Entering her freshly scented, marble-tiled, cathedral-vaulted hotel room was like returning to the real world. The view from the 400th floor was godlike: the moon seemed to hang right outside her window, and the rolling landscape stretched out below like a luminous quilt on a giant’s bed. “Welcome, Ms. Alblaitor,” said the room. “On behalf of the staff of the Holiday Inn, I thank you for staying with us. Do let me know if there’s anything we can do to make you more comfortable.”
“Thank you,” she said.
“By the way,” the room continued, “the tower has informed me there’s a parcel addressed to you. I’m having someone fetch it.”
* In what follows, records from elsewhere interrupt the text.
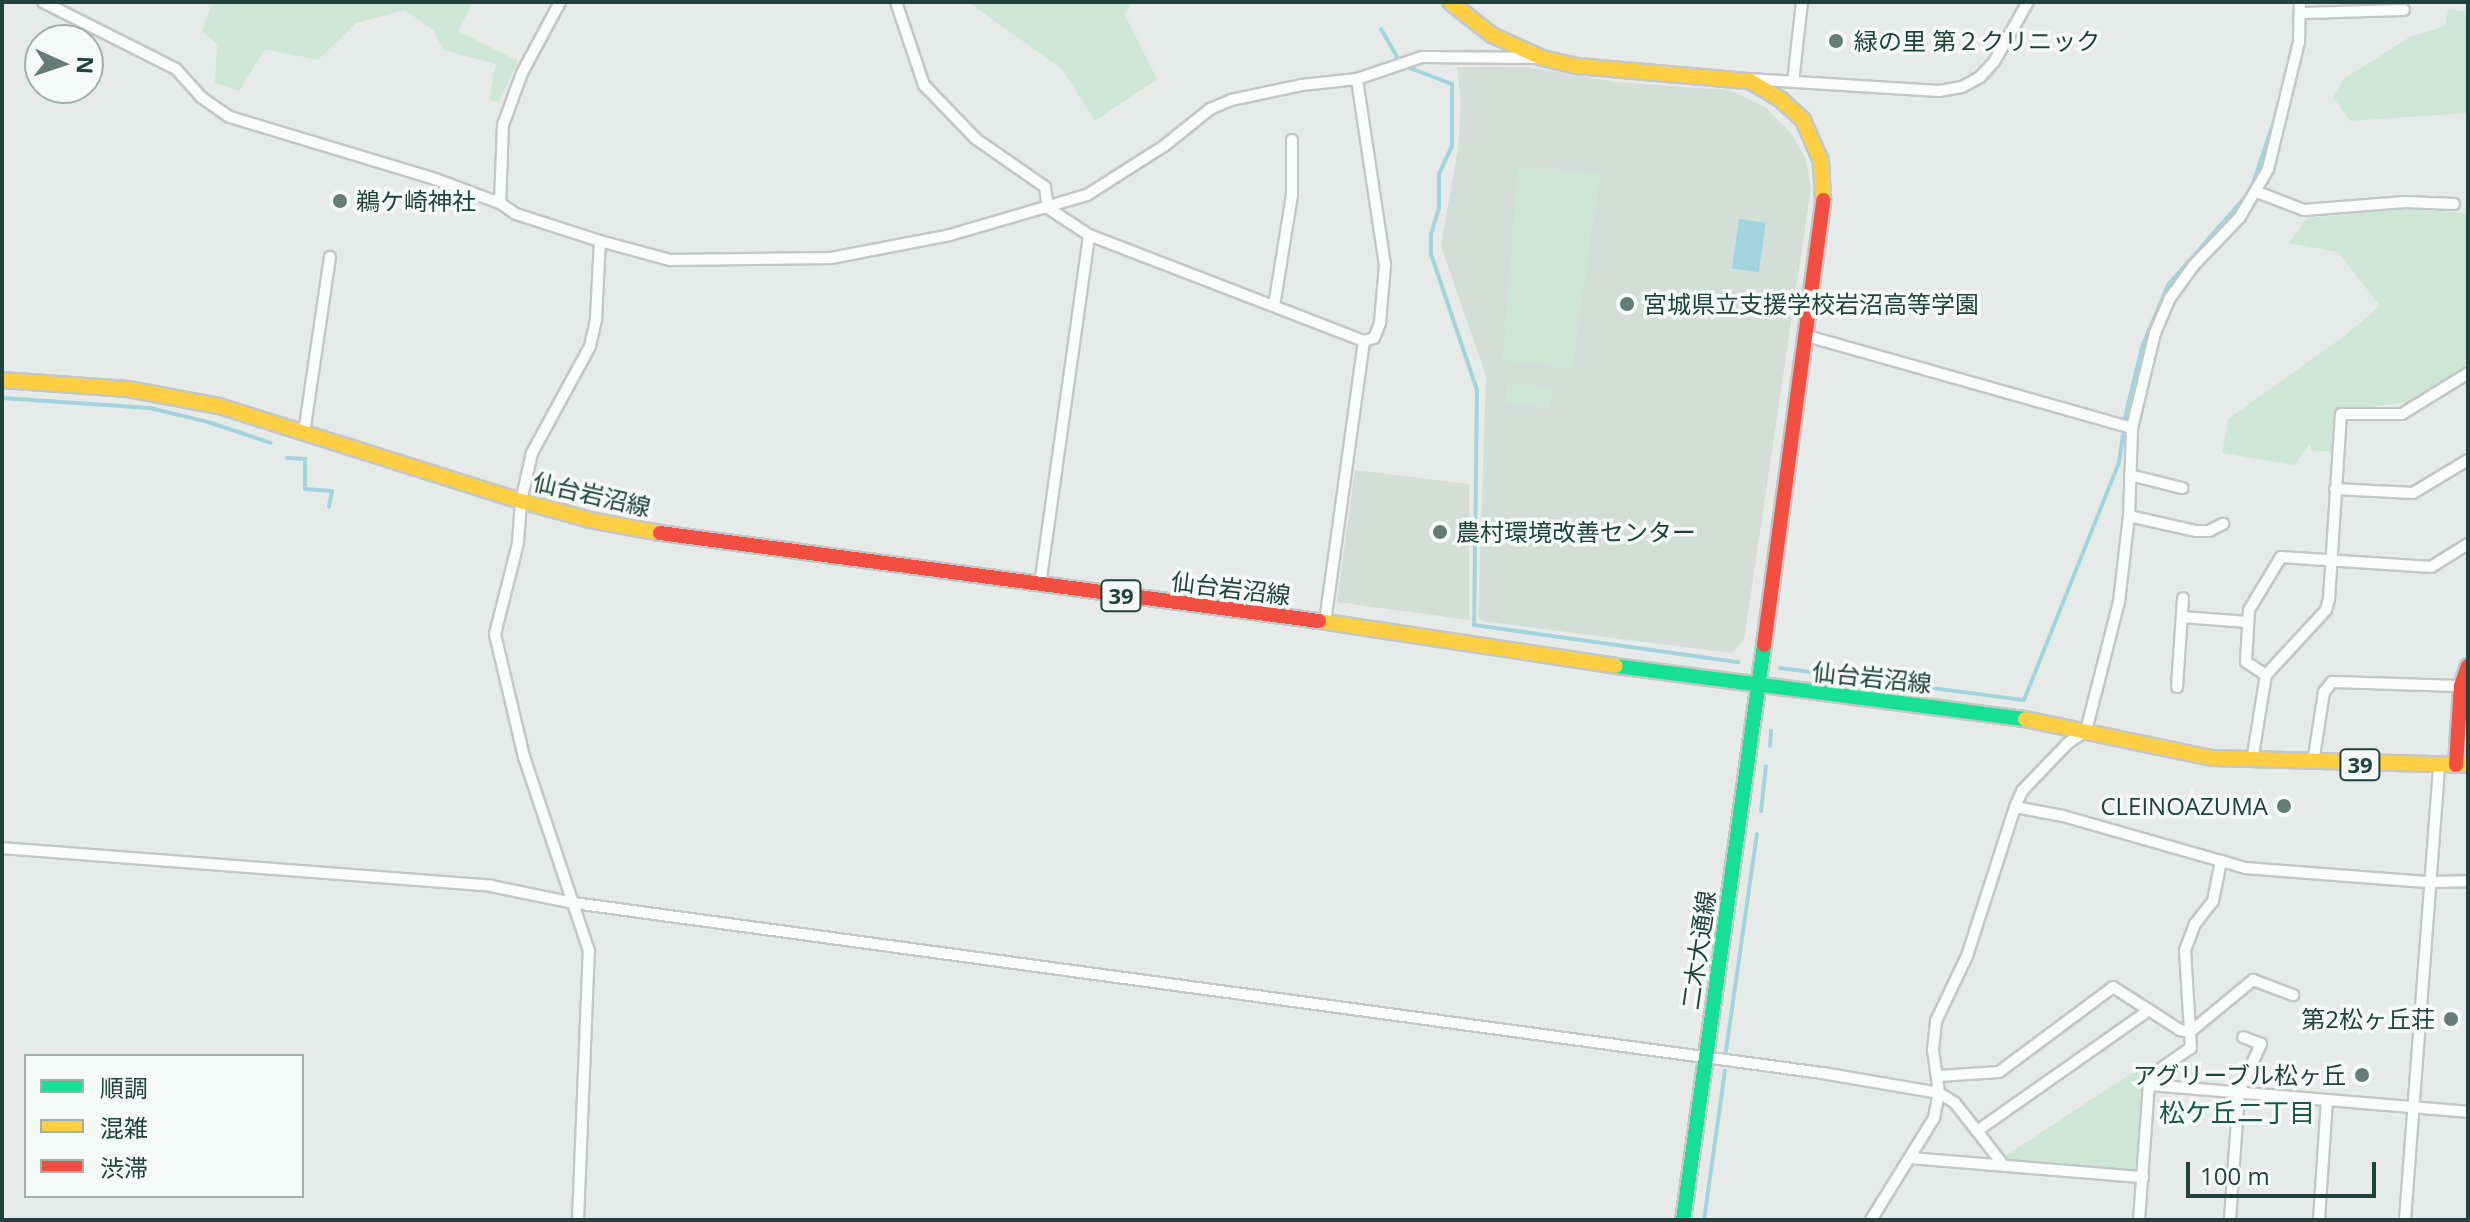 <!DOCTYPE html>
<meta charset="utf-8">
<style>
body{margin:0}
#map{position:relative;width:2470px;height:1222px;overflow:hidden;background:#e6ebe9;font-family:"Open Sans","Noto Sans JP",sans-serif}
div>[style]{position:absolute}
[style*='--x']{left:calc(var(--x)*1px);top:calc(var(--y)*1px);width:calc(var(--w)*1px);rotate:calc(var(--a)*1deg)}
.built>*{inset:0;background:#d3ded9}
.green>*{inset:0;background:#cee6d6;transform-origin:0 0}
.water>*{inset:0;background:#a3d4dd;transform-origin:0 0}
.stream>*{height:4px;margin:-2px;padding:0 2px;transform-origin:2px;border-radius:2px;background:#a3d4dd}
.roads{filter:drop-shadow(2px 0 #c3c8c6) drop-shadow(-2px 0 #c3c8c6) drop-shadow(0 2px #c3c8c6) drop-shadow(0 -2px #c3c8c6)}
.street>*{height:10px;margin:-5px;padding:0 5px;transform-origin:5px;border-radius:5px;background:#fbfcfc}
.fast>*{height:14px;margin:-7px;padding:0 7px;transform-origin:7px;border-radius:7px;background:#16e098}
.slow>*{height:14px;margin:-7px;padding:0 7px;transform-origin:7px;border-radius:7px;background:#ffcf43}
.jam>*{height:14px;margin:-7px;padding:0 7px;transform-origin:7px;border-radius:7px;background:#f24e42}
.dots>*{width:22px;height:22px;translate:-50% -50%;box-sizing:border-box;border:4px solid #f4faf7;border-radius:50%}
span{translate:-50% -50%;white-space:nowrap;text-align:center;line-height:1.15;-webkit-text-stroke:7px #f4faf7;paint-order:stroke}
.shield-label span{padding:2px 6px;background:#f4faf7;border:2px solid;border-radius:6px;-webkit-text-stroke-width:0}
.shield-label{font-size:22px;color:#21423a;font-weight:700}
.poi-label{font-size:24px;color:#21423a}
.left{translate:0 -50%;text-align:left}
.right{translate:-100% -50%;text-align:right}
.street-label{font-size:24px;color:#21423a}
.neighbourhood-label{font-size:26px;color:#1a5649}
.frame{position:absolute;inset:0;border:4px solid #21423a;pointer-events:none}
.legend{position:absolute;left:24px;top:1054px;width:280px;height:144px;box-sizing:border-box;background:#f4faf7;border:2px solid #a0b0ab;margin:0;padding:10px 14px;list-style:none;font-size:24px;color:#21423a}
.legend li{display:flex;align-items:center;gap:16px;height:40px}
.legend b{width:40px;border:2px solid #a0b0ab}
.north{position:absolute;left:24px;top:24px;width:80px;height:80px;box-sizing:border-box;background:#f4faf7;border:2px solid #a0b0ab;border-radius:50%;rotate:93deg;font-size:22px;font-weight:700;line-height:32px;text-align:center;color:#21423a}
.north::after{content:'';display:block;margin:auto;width:28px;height:36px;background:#667d77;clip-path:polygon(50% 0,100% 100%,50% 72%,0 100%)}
.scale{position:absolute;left:2186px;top:1162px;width:190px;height:36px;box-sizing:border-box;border:4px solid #21423a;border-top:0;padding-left:10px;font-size:24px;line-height:28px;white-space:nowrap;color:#21423a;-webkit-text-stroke:6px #f4faf7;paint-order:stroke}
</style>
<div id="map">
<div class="built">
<div style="clip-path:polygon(1457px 67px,1528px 67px,1615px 82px,1729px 90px,1765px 107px,1791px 133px,1806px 160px,1811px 188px,1744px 640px,1732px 653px,1482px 621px,1478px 616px,1486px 376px,1441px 246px,1458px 148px,1461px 103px)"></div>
<div style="clip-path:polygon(1355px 470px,1469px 484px,1469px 620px,1337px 602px)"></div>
</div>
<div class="green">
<div style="clip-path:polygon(213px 2px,473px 2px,458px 31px,518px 61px,498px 103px,489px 99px,496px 64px,443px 50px,434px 31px,405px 10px,356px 23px,318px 60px,265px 49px,239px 91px,215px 83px,217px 44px,202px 31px)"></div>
<div style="clip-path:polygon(968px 2px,1131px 2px,1125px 15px,1157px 79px,1095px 121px,1062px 69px)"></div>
<div style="clip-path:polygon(2448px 9px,2468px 12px,2468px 113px,2350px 121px,2333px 97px,2345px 78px,2410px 37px,2445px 26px)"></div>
<div style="clip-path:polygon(1518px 166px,1601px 173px,1572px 369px,1502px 360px)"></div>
<div style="clip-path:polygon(2402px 209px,2468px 213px,2468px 364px,2413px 401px,2337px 412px,2331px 452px,2311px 450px,2310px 444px,2294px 465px,2222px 453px,2228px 419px,2343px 337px,2380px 306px,2338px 252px,2289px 243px,2307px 218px)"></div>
<div style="left:1507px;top:383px;width:45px;height:21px;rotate:5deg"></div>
<div style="clip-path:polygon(2138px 1069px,2144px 1082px,2137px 1167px,2133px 1173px,2009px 1164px,2005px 1156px)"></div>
</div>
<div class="water">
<div style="left:1739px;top:219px;width:27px;height:50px;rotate:8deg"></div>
</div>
<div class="stream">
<div style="--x:1381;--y:29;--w:34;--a:60"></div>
<div style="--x:1410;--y:68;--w:45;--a:20.9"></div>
<div style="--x:1452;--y:84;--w:62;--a:90"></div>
<div style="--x:1452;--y:146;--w:31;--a:115"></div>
<div style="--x:1439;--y:174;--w:34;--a:90"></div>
<div style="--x:1439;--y:208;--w:27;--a:107"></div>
<div style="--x:1431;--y:234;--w:20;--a:90"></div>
<div style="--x:1431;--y:254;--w:144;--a:71.3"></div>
<div style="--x:1477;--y:390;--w:235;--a:90.7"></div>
<div style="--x:1474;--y:625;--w:267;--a:8"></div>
<div style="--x:2252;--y:187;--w:79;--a:-71.6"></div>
<div style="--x:2;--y:398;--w:148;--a:3.9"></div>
<div style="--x:150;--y:408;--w:60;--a:13.6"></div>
<div style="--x:208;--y:422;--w:66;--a:18.4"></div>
<div style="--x:2125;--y:418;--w:73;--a:-76.5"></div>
<div style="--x:2142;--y:347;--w:67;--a:-67.2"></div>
<div style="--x:2168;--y:285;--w:121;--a:-48.7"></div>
<div style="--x:287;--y:458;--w:18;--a:3"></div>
<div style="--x:305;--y:459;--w:30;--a:90"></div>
<div style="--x:305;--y:489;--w:27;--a:4"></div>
<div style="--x:332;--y:491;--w:16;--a:101"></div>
<div style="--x:1780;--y:668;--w:246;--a:7.5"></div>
<div style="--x:2024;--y:700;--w:255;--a:-68.2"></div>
<div style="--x:2119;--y:463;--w:28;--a:-82"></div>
<div style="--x:1770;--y:746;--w:15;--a:-86"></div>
<div style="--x:1761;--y:811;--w:45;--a:-83.7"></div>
<div style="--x:1726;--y:1051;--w:219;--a:-81.9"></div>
<div style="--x:1704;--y:1220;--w:151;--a:-82"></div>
</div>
<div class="roads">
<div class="street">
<div style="--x:43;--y:2;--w:149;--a:26.7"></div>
<div style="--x:176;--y:69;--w:38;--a:48"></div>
<div style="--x:201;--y:97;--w:35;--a:35"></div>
<div style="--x:230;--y:117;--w:214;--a:16.8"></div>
<div style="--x:435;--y:179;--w:69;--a:20.3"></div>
<div style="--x:500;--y:203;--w:19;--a:35"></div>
<div style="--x:516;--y:214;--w:88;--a:17.8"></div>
<div style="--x:600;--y:241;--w:73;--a:15.2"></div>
<div style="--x:670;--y:260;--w:161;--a:-0.7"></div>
<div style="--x:831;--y:258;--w:121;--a:-10.9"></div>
<div style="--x:950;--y:235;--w:143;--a:-16.3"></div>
<div style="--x:1087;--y:195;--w:91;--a:-32.5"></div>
<div style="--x:1164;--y:146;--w:59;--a:-38.8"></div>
<div style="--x:1210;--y:109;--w:23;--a:-23"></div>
<div style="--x:1231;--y:100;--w:73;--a:-11.9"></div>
<div style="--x:1302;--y:85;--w:55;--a:-6.2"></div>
<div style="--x:1357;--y:79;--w:69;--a:-18.7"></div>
<div style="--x:1422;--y:57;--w:117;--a:0.5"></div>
<div style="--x:896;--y:2;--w:88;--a:71.4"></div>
<div style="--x:924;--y:85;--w:75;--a:46.1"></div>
<div style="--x:976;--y:139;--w:84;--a:34.8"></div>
<div style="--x:1045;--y:187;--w:21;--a:82"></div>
<div style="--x:1048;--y:208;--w:49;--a:33.4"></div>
<div style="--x:1089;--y:235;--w:295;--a:21.1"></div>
<div style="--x:1364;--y:341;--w:10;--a:-17"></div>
<div style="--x:1374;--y:338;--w:16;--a:-68"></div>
<div style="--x:1380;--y:323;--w:58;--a:-85.1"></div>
<div style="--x:1385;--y:265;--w:188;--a:-98.6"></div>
<div style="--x:2302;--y:13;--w:102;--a:-1.7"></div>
<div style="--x:1748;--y:79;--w:191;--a:3.6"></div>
<div style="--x:1939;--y:91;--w:23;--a:-10"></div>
<div style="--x:1962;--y:87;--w:21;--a:-29"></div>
<div style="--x:1980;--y:77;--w:21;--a:-47"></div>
<div style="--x:1994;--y:62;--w:69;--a:-60.5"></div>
<div style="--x:1793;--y:82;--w:81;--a:-83.6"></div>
<div style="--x:2257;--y:192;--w:50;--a:21"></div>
<div style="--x:2304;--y:210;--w:101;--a:-4.5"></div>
<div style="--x:2405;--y:202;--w:49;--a:2.3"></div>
<div style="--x:500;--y:203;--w:78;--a:-87.8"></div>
<div style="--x:503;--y:125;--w:55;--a:-69.9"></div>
<div style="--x:522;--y:73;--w:81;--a:-61.8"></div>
<div style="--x:1274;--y:306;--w:112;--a:-80.8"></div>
<div style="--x:1292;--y:195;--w:55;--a:-90"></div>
<div style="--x:1807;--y:336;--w:338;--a:15.8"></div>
<div style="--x:304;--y:433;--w:178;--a:-81.6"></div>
<div style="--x:2130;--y:475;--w:54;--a:14"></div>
<div style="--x:2335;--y:489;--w:78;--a:2.9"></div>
<div style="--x:2413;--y:493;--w:64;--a:-31"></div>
<div style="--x:2129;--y:516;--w:69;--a:12.6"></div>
<div style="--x:2196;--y:531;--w:13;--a:0"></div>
<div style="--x:2209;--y:531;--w:16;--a:-27"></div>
<div style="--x:1040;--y:585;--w:353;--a:-82"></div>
<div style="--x:2182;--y:617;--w:66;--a:4.3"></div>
<div style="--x:1325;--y:622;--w:284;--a:-82.1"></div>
<div style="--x:2266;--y:675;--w:24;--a:-147"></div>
<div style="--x:2246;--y:662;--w:52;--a:-86.7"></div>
<div style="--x:2249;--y:610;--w:62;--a:-58.9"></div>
<div style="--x:2281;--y:557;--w:150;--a:3.8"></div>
<div style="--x:2431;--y:567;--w:44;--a:-31.9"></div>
<div style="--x:2177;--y:687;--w:89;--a:-86.1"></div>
<div style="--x:2252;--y:761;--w:87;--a:-80.8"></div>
<div style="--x:2266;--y:675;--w:88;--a:-47.3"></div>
<div style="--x:2326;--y:610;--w:11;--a:-75"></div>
<div style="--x:2329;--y:599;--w:185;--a:-86.3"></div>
<div style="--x:2341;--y:414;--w:61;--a:0"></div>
<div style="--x:2402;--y:414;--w:78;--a:-31.8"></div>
<div style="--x:2313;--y:763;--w:72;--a:-81.2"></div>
<div style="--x:2324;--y:692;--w:13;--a:-51"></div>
<div style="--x:2332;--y:682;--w:129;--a:1.8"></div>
<div style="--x:2015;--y:807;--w:49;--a:10.6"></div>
<div style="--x:2063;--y:816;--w:189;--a:15.9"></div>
<div style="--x:2245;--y:868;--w:185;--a:4.4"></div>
<div style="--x:2429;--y:882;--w:39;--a:-1"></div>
<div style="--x:2;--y:848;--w:490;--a:4.4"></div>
<div style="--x:491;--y:886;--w:85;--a:11.6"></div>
<div style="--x:574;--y:903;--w:1260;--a:7.76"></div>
<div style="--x:1822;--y:1073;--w:119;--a:9.7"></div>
<div style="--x:1939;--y:1093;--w:19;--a:32"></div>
<div style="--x:1955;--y:1103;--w:36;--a:52"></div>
<div style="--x:1938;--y:1076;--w:61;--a:-3.8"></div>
<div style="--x:1999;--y:1072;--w:142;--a:-36.7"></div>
<div style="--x:2113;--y:987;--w:43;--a:32.6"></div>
<div style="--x:2149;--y:1085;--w:320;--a:4.8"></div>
<div style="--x:1910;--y:1158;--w:234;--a:4.7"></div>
<div style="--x:2004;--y:1166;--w:44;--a:-127.6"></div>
<div style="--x:1977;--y:1131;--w:210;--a:-35.1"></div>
<div style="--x:2149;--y:1010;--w:37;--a:33"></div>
<div style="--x:2180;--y:1030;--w:10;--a:11"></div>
<div style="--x:2190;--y:1032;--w:82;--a:-39.5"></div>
<div style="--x:2253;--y:980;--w:43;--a:20.6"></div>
<div style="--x:578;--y:1220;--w:269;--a:-87.7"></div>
<div style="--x:589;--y:951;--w:205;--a:-108.5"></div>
<div style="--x:524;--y:757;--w:126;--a:-103.3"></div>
<div style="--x:495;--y:634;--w:94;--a:-75.8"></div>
<div style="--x:518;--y:543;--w:42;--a:-85.9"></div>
<div style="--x:521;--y:501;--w:49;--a:-77.1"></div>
<div style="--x:532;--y:453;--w:122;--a:-61.5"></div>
<div style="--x:590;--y:346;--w:28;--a:-77"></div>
<div style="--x:596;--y:319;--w:78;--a:-87.1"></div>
<div style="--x:1871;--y:1220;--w:120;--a:-58.3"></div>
<div style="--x:1934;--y:1118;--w:25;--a:-79"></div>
<div style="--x:1939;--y:1093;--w:43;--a:-97.9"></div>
<div style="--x:1933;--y:1050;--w:29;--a:-84"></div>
<div style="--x:1936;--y:1021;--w:72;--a:-64.5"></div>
<div style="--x:1967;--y:956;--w:157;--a:-72.1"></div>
<div style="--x:2015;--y:807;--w:17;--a:-66"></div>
<div style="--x:2022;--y:791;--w:66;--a:-46.2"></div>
<div style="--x:2068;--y:743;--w:22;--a:-34"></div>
<div style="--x:2086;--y:731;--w:133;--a:-75.7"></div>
<div style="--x:2119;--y:602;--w:87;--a:-83.4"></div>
<div style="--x:2129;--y:516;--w:88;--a:-88"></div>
<div style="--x:2132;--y:428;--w:98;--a:-76.4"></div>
<div style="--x:2155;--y:333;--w:38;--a:-67"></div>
<div style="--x:2170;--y:298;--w:39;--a:-54"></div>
<div style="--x:2193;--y:266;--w:68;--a:-46.2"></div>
<div style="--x:2240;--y:217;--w:56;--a:-59.7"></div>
<div style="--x:2268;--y:169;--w:131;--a:-76.3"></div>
<div style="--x:2299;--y:42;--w:40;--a:-88.6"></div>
<div style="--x:2139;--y:1220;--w:135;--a:-85.8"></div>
<div style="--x:2149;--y:1085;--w:18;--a:-56"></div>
<div style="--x:2159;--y:1070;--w:39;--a:-35"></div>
<div style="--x:2191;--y:1048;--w:98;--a:-93.5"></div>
<div style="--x:2185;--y:950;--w:28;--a:-69"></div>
<div style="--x:2195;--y:924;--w:29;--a:-52"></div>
<div style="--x:2213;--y:901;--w:41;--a:-78.7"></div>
<div style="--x:2230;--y:1220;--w:128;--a:-86"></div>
<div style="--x:2239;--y:1092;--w:53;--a:-65.4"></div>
<div style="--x:2261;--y:1044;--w:19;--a:-159"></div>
<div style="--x:2319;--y:1220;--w:120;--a:-86.2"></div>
<div style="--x:2405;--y:1220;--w:456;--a:-85.7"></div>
</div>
<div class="fast">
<div style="--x:1616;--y:666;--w:412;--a:7.4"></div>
<div style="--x:1683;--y:1220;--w:581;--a:-81.98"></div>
</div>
<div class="slow">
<div style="--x:1450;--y:2;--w:53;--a:38.2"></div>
<div style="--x:1492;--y:35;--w:55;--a:24.7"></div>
<div style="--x:1542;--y:58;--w:36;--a:13"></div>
<div style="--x:1577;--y:66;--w:174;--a:5"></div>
<div style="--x:1750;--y:81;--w:35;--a:31"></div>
<div style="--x:1780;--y:99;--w:31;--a:42"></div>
<div style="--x:1803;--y:120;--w:45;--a:66.3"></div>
<div style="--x:1821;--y:161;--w:39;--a:87"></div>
<div style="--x:2;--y:380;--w:126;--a:4.1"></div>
<div style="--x:128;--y:389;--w:93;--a:10.6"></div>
<div style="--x:219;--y:406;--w:317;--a:17.5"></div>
<div style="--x:521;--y:501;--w:72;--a:15.4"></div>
<div style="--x:590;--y:520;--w:71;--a:10.5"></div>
<div style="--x:1319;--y:621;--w:300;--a:8.6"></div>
<div style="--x:2025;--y:719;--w:191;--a:11.8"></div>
<div style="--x:2212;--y:758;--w:256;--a:1.6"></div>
</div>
<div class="jam">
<div style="--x:660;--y:533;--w:665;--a:7.61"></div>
<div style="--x:1764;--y:645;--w:449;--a:-82.4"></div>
<div style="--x:2456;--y:765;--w:79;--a:-86.4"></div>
<div style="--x:2461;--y:686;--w:21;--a:-71"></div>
</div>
</div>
<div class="dots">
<div style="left:1836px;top:41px;background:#667d77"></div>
<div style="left:340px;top:201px;background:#667d77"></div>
<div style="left:1627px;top:304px;background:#667d77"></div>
<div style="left:1440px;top:532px;background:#667d77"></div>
<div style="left:2284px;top:806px;background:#667d77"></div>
<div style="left:2451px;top:1019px;background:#667d77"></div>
<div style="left:2362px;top:1075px;background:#667d77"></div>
</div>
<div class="shield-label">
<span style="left:1121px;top:596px">39</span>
<span style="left:2360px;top:765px">39</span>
</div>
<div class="poi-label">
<span class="left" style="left:1854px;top:41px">緑の里 第２クリニック</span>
<span class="left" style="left:356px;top:201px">鵜ケ崎神社</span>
<span class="left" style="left:1643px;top:304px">宮城県立支援学校岩沼高等学園</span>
<span class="left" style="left:1456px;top:532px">農村環境改善センター</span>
<span class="right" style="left:2268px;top:806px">CLEINOAZUMA</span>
<span class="right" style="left:2435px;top:1019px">第2松ヶ丘荘</span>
<span class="right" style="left:2346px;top:1075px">アグリーブル松ヶ丘</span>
</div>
<div class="street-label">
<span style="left:592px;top:494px;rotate:13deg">仙台岩沼線</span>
<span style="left:1231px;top:588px;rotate:7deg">仙台岩沼線</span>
<span style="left:1872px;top:677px;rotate:6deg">仙台岩沼線</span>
<span style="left:1698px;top:950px;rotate:-82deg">二木大通線</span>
</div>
<div class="neighbourhood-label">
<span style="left:2237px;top:1113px">松ケ丘二丁目</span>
</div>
<div class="frame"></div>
<ul class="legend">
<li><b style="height:10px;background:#16e098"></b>順調</li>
<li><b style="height:10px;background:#ffcf43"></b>混雑</li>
<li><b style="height:10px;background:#f24e42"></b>渋滞</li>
</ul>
<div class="north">N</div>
<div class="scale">100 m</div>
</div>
In a few moments, a gangly steve with the package from General Genius tapped on her door. “Bug,” she said, “tip the man.” The steve bowed and exited. Inside the package was the complimentary Diplomat Deluxe valet. Ted had outdone himself, for not only had he sent the valet system—itself worth a month’s income—but had included a slim Gucci leather belt to house it.
“Well, I guess this is good-bye,” Zoranna said, walking to the shipping chute and unbuckling her own belt. “Too bad, Bug, you were just getting interesting.” She searched the belt for the storage grommet that held the memory wafer. She had to destroy it; Bug knew too much about her. Ted would be more interested in the processors anyway. “I was hoping you’d convert by now. I’m dying to know what kind of a big, bad wolf you’re supposed to become.” As she unscrewed the grommet, she heard the sound of running water in the bathroom. “What’s that?” she said.
“A belt valet named Bug has asked me to draw your bath,” said the room.